DIRECTIONS FOR THIS TASK >> Wherever "evenodd" appears in a line of the records below, count that line, and report only the number.

[Collected data]
--- START ---

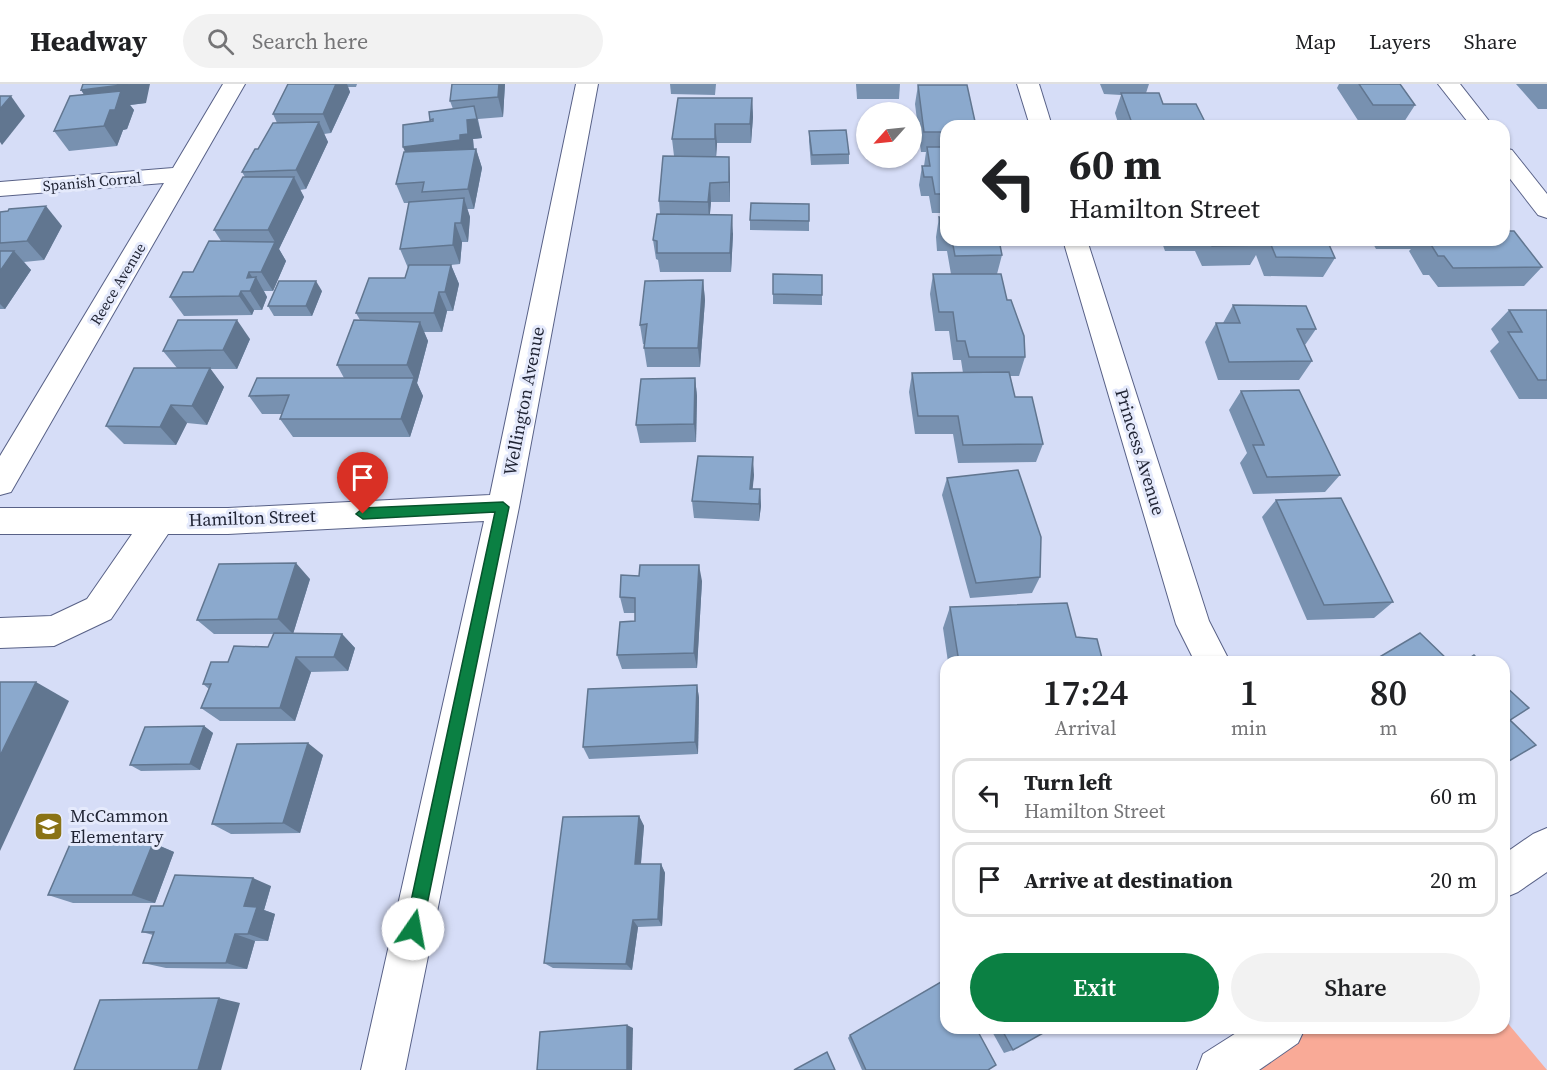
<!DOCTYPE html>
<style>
:root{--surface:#fff;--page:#f2f2f2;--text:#202124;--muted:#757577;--line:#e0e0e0;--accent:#0b8043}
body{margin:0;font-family:"Source Serif 4",serif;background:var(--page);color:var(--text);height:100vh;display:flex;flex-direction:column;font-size:22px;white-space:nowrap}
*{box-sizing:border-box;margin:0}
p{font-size:20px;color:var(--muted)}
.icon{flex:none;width:33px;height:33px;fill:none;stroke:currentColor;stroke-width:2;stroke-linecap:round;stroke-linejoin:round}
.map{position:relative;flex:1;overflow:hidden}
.panel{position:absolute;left:940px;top:572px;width:570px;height:378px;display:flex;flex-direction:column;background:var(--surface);border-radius:18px;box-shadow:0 2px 4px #0004}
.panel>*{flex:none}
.banner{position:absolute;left:940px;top:36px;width:570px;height:126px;border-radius:18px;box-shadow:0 2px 4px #0004;background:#fff;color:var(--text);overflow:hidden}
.needle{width:39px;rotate:243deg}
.tools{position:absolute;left:856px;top:18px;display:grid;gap:12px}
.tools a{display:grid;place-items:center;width:66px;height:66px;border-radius:50%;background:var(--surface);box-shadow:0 2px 4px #0004;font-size:30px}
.pin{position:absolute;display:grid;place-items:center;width:51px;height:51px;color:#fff;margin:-62px -26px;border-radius:50% 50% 50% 0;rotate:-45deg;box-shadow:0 0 6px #0007}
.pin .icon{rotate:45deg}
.me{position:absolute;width:66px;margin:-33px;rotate:12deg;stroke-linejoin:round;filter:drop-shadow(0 0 4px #0008)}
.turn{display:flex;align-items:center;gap:21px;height:126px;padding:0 30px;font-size:27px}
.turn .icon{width:78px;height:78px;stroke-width:2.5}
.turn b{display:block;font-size:42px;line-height:51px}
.eta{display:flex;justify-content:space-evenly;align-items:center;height:102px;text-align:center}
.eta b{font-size:36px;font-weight:600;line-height:42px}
.primary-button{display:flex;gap:12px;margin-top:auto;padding:12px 30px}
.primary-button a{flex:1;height:69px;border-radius:36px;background:var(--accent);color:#fff;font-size:24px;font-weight:600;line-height:69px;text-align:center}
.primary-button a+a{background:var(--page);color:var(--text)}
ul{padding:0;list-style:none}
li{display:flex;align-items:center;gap:18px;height:75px;margin:0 12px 9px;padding:0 18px;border:3px solid var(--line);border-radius:18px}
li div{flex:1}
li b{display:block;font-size:22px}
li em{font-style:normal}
header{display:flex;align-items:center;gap:36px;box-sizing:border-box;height:84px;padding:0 30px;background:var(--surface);border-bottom:2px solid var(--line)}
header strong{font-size:28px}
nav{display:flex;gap:33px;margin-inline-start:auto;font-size:21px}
.search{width:420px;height:54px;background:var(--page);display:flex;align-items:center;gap:15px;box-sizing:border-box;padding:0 21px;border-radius:33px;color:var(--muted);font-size:22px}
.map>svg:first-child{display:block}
.green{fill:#f9aa97}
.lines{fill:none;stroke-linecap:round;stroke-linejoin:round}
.minor-casing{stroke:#586187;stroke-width:2}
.minor{fill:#fff;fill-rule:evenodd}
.wall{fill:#7891b0}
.shaded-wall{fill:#617690}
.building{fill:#8ba9cd;stroke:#617690;stroke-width:1.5}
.route{fill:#0b8043;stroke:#07532c;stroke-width:1.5}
.labels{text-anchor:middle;stroke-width:6;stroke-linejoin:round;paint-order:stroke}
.far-street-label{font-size:15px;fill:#1f2333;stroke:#e5eafc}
.street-label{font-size:18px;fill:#1f2333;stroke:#e5eafc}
.poi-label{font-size:18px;fill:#1f2333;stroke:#e5eafc;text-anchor:start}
</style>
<header>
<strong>Headway</strong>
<div class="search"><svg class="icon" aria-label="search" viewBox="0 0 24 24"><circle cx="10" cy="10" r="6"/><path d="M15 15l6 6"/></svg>Search here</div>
<nav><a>Map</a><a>Layers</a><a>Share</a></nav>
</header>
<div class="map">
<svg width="1547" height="986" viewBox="0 0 1547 986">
<rect width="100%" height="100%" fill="#d6ddf7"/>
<path class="green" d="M1505,936L1547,986H1216L1276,944H1504Z"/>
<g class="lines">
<defs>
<g id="minor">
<path d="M223,0H245L11,408L0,411V372L164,99L0,112V98L173,84Z"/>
<path d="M576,0H598L519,423L405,986H361L484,437L228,450H168L111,535L54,562L0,564V534L51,532L87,515L132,450H0V424H228L490,411Z"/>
<path d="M1017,0H1039L1052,42H1030Z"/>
<path d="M1438,0H1460L1493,42H1471Z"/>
<path d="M1504,64L1512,66L1547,110V134L1538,131L1504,87Z"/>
<path d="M1063,156H1087L1209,537L1230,578H1195L1176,540Z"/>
<path d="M1547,744V788L1518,808L1504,814V770L1533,750Z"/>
<path d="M1244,944H1305L1298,959L1259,986H1197L1203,970Z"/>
</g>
</defs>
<use href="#minor" class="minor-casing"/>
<use href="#minor" class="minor"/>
</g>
<g class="wall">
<path d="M288,0H357L356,3H348L350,8L331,49L324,50L328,58L306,105L300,106L304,113L279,165L286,177L273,207H264L267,213L262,226H254L252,231L184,232L170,213L221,157L214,146L245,93L242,88L277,39L273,30Z"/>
<path d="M452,0H505L503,33L478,35L482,54L473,55L474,65H476L482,84L474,125H467L470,133L468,158H462L460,180L451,181L459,200L453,227H447L442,248H424L428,257L417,299L423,312L410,353H293L280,335L282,330H262L249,312L344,294L337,281L360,236L356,229L405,194L408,184L400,165L409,119H404L396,100L405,68L430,38L453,25L450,17Z"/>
<path d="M670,0H716L715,11L671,10Z"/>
<path d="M856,0H900L899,15H857Z"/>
<path d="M1100,0H1149L1146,9L1163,20L1207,42H1119L1115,29L1121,11L1104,10Z"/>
<path d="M1339,0H1400L1415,21L1404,38L1432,42H1386V41H1361L1337,4Z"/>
<path d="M1516,0H1547V25H1538Z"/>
<path d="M918,1L946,42V156H999L1002,171L997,190L1007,216L1025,273L1019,292H1010L1015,313L1043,360L1036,378L958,379L953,350H915L909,308L912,289H963L961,276H953L949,247H935L930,210L933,190H951L947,167H937L936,153L939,133H942L943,129H932L929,112H921L919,101L922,82H924L926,68H921L915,20Z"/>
<path d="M81,6L146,19L130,21L134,26L127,45L123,46L117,62L69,67L54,47L84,10Z"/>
<path d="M752,14L753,33L751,59H717L716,73L730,93V118H711L710,130L733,150L731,188H660L658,176L656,175L653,156L660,130L659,117L674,72L672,55Z"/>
<path d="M809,47L849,70V80L811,81L809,57Z"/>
<path d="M0,128L62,142L44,176L24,178L31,186L5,225H0Z"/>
<path d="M750,136L809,137V147L750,146Z"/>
<path d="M1161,156H1258L1259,158L1260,156H1327L1335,174L1323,193L1264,192L1256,171L1250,181L1202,182L1195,167H1165Z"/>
<path d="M1371,156H1504L1542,183L1524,202L1438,203L1429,191H1423L1409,167L1411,165H1376Z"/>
<path d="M703,196L705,216L700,283H647L644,264L645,260H643L640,241Z"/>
<path d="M322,207L312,232H274L268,222Z"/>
<path d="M773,210L822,211V221L773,220Z"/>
<path d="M1233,221L1316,245L1305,261L1312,277L1299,296H1218L1205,258L1216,239H1223Z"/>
<path d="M1509,226H1547V315H1519L1490,267L1499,258L1491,245Z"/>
<path d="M250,255L237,285H210L224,303L207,341L187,339L176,361L124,360L106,342L177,284L163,267Z"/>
<path d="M695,294L697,312L696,358L640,359L636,341Z"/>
<path d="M1241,307L1340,391L1325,408L1253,410L1240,379L1247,369L1229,326Z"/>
<path d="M754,391L752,405H760L761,422L759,437L694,434L692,417Z"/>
<path d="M947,394L1040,493L1032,509L970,514L942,411Z"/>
<path d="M1276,416L1393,518L1374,534L1307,536L1262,433Z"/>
<path d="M310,495L293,550H342L355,564L348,587L311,588L295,637H220L201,624L209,605L203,600L228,578L268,563L274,550H214L197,536Z"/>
<path d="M702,497L697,584L622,585L617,571L635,537V529H624L620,513Z"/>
<path d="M950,523L1076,553L1103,578H948L943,544Z"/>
<path d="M697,601L699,614L698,670L589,675L583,663Z"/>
<path d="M204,642L213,649L200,686L141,687L130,681Z"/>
<path d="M323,671L300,749L231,750L212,740Z"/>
<path d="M639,732L644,742L641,780H661L665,789L662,842L638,843L632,886L553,884L544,879Z"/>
<path d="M153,759L174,768L155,819H73L48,811Z"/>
<path d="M271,802L264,826L275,830L268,857H255L247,885L166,884L143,879L153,851L142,848L163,822Z"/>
<path d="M990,944H1052L1013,966L1004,969Z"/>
<path d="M850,951L988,986H862L848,954Z"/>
</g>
<g class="shaded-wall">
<path d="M130,0H150L146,19L130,21L134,26L127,45L123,46L117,62L81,6Z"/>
<path d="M336,0H347L350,8L331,49L323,30Z"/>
<path d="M499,0H505L503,33L498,13Z"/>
<path d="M11,12L25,32L2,61L0,58V25Z"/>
<path d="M752,14L753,33L751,59L750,40Z"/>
<path d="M474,22L482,54L473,55L474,69L411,83L403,63L460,51Z"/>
<path d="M319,38L328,58L306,105L296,86Z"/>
<path d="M715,40L717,59L716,74L715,55Z"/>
<path d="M476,65L482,84L474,125L468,105Z"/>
<path d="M729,73L730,93V118L729,98Z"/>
<path d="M294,93L304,113L279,165L286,177L273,207L261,188L275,158L268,146Z"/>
<path d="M710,99L711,118L709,138L708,118Z"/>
<path d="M464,114L470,133L468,158L461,139Z"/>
<path d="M46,122L62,142L44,176L27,157Z"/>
<path d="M732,131L733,150L731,188L730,169Z"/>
<path d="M455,139L462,158L460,180L453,161Z"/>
<path d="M14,167L31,186L5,225L0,220V187Z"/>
<path d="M451,181L459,200L453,227L445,208Z"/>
<path d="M249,188L254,196L256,193L267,213L262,226L250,207L247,194Z"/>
<path d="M703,196L705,216L700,283L698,264Z"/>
<path d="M316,197L322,207L312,232L306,222Z"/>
<path d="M241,207L254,226L252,231L239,212Z"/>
<path d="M439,208L447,227L442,248L434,229Z"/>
<path d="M237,236L250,255L237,285L223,266Z"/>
<path d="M420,238L428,257L417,299L423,312L410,353L401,335L414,294L407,281Z"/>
<path d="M210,284L224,303L207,341L192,322Z"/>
<path d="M695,294L697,312L696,358L694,340Z"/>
<path d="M171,321L187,339L176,361L160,343Z"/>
<path d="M753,373L754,391L751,422L750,405Z"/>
<path d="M760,405L761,422L759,437V420Z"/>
<path d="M296,479L310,495L293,550L278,535Z"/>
<path d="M699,481L702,497L697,584L694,569Z"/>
<path d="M342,550L355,564L348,587L334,573Z"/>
<path d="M296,573L311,588L295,637L280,624Z"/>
<path d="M36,598L69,617L0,767V672Z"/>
<path d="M697,601L699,614L698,670L695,658Z"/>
<path d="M204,642L213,649L200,686L190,680Z"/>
<path d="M308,659L323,671L300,749L283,739Z"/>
<path d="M639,732L644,742L640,789L635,780Z"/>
<path d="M153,759L174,768L155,819L132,811Z"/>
<path d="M661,780L665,789L662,842L658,835Z"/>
<path d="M253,794L271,802L264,826L275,830L268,857L248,850L244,822Z"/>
<path d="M633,836L638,843L632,886L626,880Z"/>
<path d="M235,850L255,857L247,885L226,879Z"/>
<path d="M219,914L240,919L221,986H198Z"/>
<path d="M627,941L633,944L632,986H627Z"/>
</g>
<g class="building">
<path d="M83,0H130L81,6Z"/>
<path d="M288,0H336L323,30H273Z"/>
<path d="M452,0H499L498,13L450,17Z"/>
<path d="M1359,0H1400L1415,21H1373Z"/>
<path d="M918,1H967L976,42H946V48H924Z"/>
<path d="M121,7L115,26H110L104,42L54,47L70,12Z"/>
<path d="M1121,9H1159L1163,20H1196L1207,42H1133Z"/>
<path d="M0,12H11L0,25Z"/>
<path d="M678,14H752L750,40H715V55H672Z"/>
<path d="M474,22L477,35L467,36L468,50L460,51V56L403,63V41L433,37V35L430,36L429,28Z"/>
<path d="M319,38L296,86L242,88L255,65H258L273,39Z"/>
<path d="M1430,38L1432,42H1390L1388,39Z"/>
<path d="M846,46L849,70L812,71L809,47Z"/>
<path d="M927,63H946V110H935L932,93H924L922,82H930Z"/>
<path d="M476,65L468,105L422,108L424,98L396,100L404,68Z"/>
<path d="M663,72L729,73V98L710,99L708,118L659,117Z"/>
<path d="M243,93H294L268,146H214Z"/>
<path d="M464,114L461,139H455L453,161L400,165L409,118Z"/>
<path d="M751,119L809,120V137L750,136Z"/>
<path d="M46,122L27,157L0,159V128L8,127L9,125Z"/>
<path d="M657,130L732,131L730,169H657V157L653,156Z"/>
<path d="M939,133L946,134V148H941Z"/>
<path d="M1504,147H1514L1542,183L1453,184L1444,172H1438L1428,156H1504Z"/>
<path d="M952,156H999L1002,171L955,172Z"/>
<path d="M1209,156H1258L1261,161L1212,162Z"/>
<path d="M1269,156H1327L1335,174L1276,173Z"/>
<path d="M209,157L275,158L261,188H249L247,194L256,193L250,207H241L239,212L170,213L183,188H193Z"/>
<path d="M0,167H14L0,187Z"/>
<path d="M409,181H451L445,208H439L434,229H356L369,194H405Z"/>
<path d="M773,190L822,191V211L773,210Z"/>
<path d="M933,190H1001L1007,216H1011L1024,252L1025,273H969L965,257H957L953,228H939Z"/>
<path d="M703,196L698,264H644L647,240L640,241L645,197Z"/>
<path d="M279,197H316L306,222H268Z"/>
<path d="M1233,221L1306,222L1316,245H1297L1312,277L1229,278L1216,239H1240Z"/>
<path d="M1509,226H1547V296H1538L1508,248H1522Z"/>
<path d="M178,236H237L223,266L163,267Z"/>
<path d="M354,236L420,238L407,281H337Z"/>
<path d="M134,284H210L192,322L171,321L160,343L106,342Z"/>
<path d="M1009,288L1015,313H1032L1043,360L963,361L958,332H918L912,289Z"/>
<path d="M257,294H414L401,335H280L289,311L249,312Z"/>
<path d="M695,294L694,340L636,341L641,295Z"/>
<path d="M1299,306L1340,391L1267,393L1253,361H1264L1241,307Z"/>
<path d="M698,372L753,373L750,405H760L759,420L692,417Z"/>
<path d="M1018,386L1041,453L1040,493L976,499L947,394Z"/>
<path d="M1341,414L1393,518L1324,521L1276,416Z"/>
<path d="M296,479L278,535L197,536L219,480Z"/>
<path d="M640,481H699L694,569L617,571L620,538L635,537V514L620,513L621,491L639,492Z"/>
<path d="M1067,519L1076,553L1097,555L1103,578H959L950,523Z"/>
<path d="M274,549L342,550L334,573H296L280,624H201L211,600H203L211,578H228L234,562L268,563Z"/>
<path d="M1420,549L1450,578H1371Z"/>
<path d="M1474,571L1481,578H1464Z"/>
<path d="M0,598H36L0,672Z"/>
<path d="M697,601L695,658L583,663L588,605Z"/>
<path d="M1504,601L1529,624L1510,636L1536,661L1504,680Z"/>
<path d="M204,642L190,680L130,681L145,643Z"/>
<path d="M308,659L283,739L212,740L237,660Z"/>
<path d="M639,732L635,780H661L658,835L633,836L626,880L544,879L563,733Z"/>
<path d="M71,758L153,759L132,811H48Z"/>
<path d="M175,791L253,794L244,822L257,823L248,850H235L226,879H143L154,848H142L151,822H163Z"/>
<path d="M946,895V944H976L996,981L988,986H866L850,951Z"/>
<path d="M219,914L198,986H74L100,916Z"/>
<path d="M627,941V986H537L540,948Z"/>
<path d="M1001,944H1052L1013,966Z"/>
<path d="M827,968L835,986H794Z"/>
</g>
<path class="route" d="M503,418L509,423L422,845L419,851L413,854L407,851L405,845L495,428L363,435L356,430L363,424Z"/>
<defs>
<symbol id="school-square" viewBox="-11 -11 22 22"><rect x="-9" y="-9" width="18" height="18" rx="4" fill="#8a7316" stroke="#e5eafc"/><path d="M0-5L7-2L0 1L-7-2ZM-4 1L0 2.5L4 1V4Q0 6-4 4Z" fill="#fff"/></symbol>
</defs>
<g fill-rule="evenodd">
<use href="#school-square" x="32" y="726" width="33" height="33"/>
</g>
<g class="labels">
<g class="far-street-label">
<text transform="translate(92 98) rotate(-5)" y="5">Spanish Corral</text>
<text transform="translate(118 200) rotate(-59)" y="5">Reece Avenue</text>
</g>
<g class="street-label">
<text transform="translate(524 317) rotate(-79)" y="6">Wellington Avenue</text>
<text transform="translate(1140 368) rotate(73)" y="6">Princess Avenue</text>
<text transform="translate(252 434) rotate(-2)" y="6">Hamilton Street</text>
</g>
<g class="poi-label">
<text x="70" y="738">McCammon<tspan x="70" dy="21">Elementary</tspan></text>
</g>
</g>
</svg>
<div class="tools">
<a><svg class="needle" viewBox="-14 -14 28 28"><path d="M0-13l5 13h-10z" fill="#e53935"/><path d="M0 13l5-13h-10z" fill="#757577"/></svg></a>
</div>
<div class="pin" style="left:363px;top:430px;background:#d93025"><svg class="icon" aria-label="arrive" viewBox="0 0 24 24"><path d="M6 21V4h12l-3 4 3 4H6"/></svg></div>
<svg class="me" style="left:413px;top:845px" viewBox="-20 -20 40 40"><circle r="19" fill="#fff"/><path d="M0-13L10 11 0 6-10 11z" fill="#0b8043"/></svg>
<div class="banner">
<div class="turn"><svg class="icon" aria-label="left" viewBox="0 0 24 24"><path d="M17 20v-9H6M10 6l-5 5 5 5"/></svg><div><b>60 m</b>Hamilton Street</div></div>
</div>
<section class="panel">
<div class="eta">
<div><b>17:24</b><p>Arrival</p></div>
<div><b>1</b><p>min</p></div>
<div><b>80</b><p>m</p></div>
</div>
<ul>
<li><svg class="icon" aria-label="left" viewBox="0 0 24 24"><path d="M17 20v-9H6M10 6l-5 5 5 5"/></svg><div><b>Turn left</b><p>Hamilton Street</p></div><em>60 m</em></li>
<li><svg class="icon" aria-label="arrive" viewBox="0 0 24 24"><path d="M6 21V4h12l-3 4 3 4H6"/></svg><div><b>Arrive at destination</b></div><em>20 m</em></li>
</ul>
<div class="primary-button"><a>Exit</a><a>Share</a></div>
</section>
</div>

--- END ---

RESULT OF THIS EXERCISE >> 2